氷河は、瞬の中にいて、ずっと見ていた。
そして、瞬の魂と仲間たちの魂が、自分のそれよりもずっと強く美しいことを思い知らされてていた。
だからこそ、瞬の命が失われること、瞬の魂が失われることに、氷河の魂は耐えられそうになかった。


「瞬を助けてくれ。俺の魂はくれてやるから……! 他に何も望まないから……!」
氷河は、1年前にその願いを願った時とは比べものにならないほど真剣な思いで、その願いを口にした。

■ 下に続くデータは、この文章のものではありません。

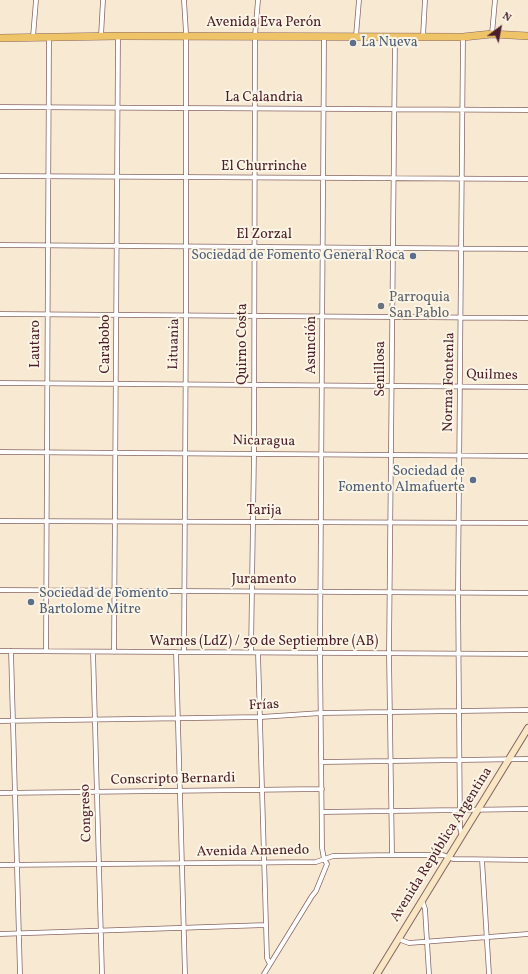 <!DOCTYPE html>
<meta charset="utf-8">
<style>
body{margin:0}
#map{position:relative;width:528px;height:974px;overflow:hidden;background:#f8e9d2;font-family:Vollkorn,serif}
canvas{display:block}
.north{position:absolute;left:480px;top:8px;width:40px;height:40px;-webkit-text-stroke:3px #fcf5e5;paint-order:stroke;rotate:32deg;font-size:11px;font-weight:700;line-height:16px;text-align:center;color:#4a1f2b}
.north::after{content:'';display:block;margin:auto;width:14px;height:18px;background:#4a1f2b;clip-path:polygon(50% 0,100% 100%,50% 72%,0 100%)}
</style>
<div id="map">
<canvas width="528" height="974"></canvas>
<div class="north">N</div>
</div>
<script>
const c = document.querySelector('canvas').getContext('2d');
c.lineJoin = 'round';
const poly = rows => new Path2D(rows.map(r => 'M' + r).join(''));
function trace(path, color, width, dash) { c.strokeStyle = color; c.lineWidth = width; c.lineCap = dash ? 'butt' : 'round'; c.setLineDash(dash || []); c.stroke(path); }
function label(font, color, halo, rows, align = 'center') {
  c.font = font + ' Vollkorn,serif'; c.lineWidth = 4; c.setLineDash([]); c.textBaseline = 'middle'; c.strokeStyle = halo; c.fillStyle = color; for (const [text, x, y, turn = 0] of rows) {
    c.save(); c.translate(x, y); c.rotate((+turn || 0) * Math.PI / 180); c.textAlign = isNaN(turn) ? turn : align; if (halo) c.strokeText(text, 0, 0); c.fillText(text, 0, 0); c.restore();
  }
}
const street = poly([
 [492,34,495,0],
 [101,36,103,0],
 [356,36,359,0],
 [423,36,425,0],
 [33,37,36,0],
 [0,107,528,110],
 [0,176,528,179],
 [0,245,528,249],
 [0,314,528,318],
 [0,383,528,387],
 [0,452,528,456],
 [0,521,528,523],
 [0,590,528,593],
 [0,651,528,654],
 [11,651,20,974],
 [46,651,49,37],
 [93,652,102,974],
 [114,652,118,36],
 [176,652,185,974],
 [184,652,186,315,186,33,184,0],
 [251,652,254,453,255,36,258,0],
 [258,653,266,925,267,958,270,964],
 [0,721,261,717,321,713,528,710],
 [322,762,528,759],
 [0,793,322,789],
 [322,812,528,809],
 [462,836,460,828,458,592,463,37],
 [392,855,389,654,395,37],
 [482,860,489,974],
 [0,865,316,862,333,856,392,855,443,855,453,859,528,860],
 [422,900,425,909,429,974],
 [0,934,266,925],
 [398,939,409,943,528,934],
 [264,974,312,896,316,891,327,864,324,859,322,848,320,653,324,37]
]);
const secondary = poly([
 [377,974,528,728]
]);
const primary = poly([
 [0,38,118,36,463,37,492,34,528,36]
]);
trace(street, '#876665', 5.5);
trace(secondary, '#876665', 8);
trace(primary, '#876665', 8);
trace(street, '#fff', 4);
trace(secondary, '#f9e7c3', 6);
trace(primary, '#efc469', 7);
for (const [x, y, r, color] of [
 [353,43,4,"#5c6f8a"],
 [413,256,4,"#5c6f8a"],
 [381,306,4,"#6b7280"],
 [473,480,4,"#5c6f8a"],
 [31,602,4,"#5c6f8a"]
]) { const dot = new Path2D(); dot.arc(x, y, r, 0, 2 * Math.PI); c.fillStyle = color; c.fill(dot); trace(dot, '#fcf5e5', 1.5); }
label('14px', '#4a1f2b', '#fcf5e5', [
 ["Avenida Eva Perón",264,23],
 ["La Calandria",264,98],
 ["El Churrinche",264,167],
 ["El Zorzal",264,235],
 ["Lautaro",36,344,-90],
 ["Carabobo",106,344,-90],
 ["Lituania",175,344,-89],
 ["Quirno Costa",243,344,-90],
 ["Asunción",312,345,-90],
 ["Senillosa",381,369,-90],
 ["Quilmes",492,376,1],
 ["Norma Fontenla",450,382,-89],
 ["Nicaragua",264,442,1],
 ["Tarija",264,511],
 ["Juramento",264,580],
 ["Warnes (LdZ) / 30 de Septiembre (AB)",264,642],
 ["Frías",264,706,-3],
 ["Conscripto Bernardi",173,780,-1],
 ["Congreso",87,813,-92],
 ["Avenida República Argentina",442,845,-58],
 ["Avenida Amenedo",253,852,-1]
]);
label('14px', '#4e5e75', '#fcf5e5', [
 ["La Nueva",361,43],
 ["Sociedad de Fomento General Roca",405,256,"right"],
 ["Sociedad de",465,472,"right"],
 ["Fomento Almafuerte",465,488,"right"],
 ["Sociedad de Fomento",39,594],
 ["Bartolome Mitre",39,610]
], 'left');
label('14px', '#5b616d', '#fcf5e5', [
 ["Parroquia",389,298],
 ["San Pablo",389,314]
], 'left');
</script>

白い女神が、ヴェール越しに、そんな氷河の瞳をじっと見詰める。
長い間をおいてから、彼女は氷河に尋ねてきた。

「この子は、それがあなたでなくても、同じように命を懸けていたのかもしれない。それでもいいの? この子の強く美しい魂に、自分だけを見ていてもらいたかったのでしょう」
彼女の声音は、ひどく優しいものに変わっていた。

「それでもいいんだ……! それでいいんだ。俺が好きになったのは、そういう瞬だったんだから……!」

どうして、そんなことが、1年前のあの夜にはわからなかったのだろう――?
氷河は、後悔の思いに責め苛まれていた。

自分からもっと、瞬の――仲間たちの魂に触れようとしていたならば、何気なく過ぎていく日常の中ででも、それは十分に知り得ていたはずのことだった。
そうすることをしなかったかつての自分を、今の氷河は憎んでさえいた。


彼女は、また無言になって、冷たくなっていく瞬の身体を抱きしめている氷河を見詰めた。
ややあってから、再び口を開く。

「私は、あなたのためにしか、命を懸けられなかったけれど――」
「え……?」
「きっと、これからは、この子とこの子の仲間たちが、私よりあなたを愛してくれるわね」

彼女は何を言っているのかと思うより先に、この女性は誰なのかという疑念が、氷河の中に生まれてくる。
彼女は、氷河のそんな戸惑いを無視して、言葉を続けた。

「馬鹿ね。私があなたを不幸にするはずがないでしょう。私が、あなたの大切なものを、あなたから奪ったりするはずがないわ」

それは、どこかで聞いたことのある声だった。

「本当は、命のある身体で、言葉で、教えてあげたかったのだけど、私にはその時間が残っていなかったから――。幸せになる方法を、あなたに教えてあげられなかったことだけが、私の心残りだったから……」

それは、彼の母親の――あるいは、この地上に存在するすべての命の母親の声だった。

「でも、もう大丈夫ね」


――母の声は、ただただ優しく温かかった。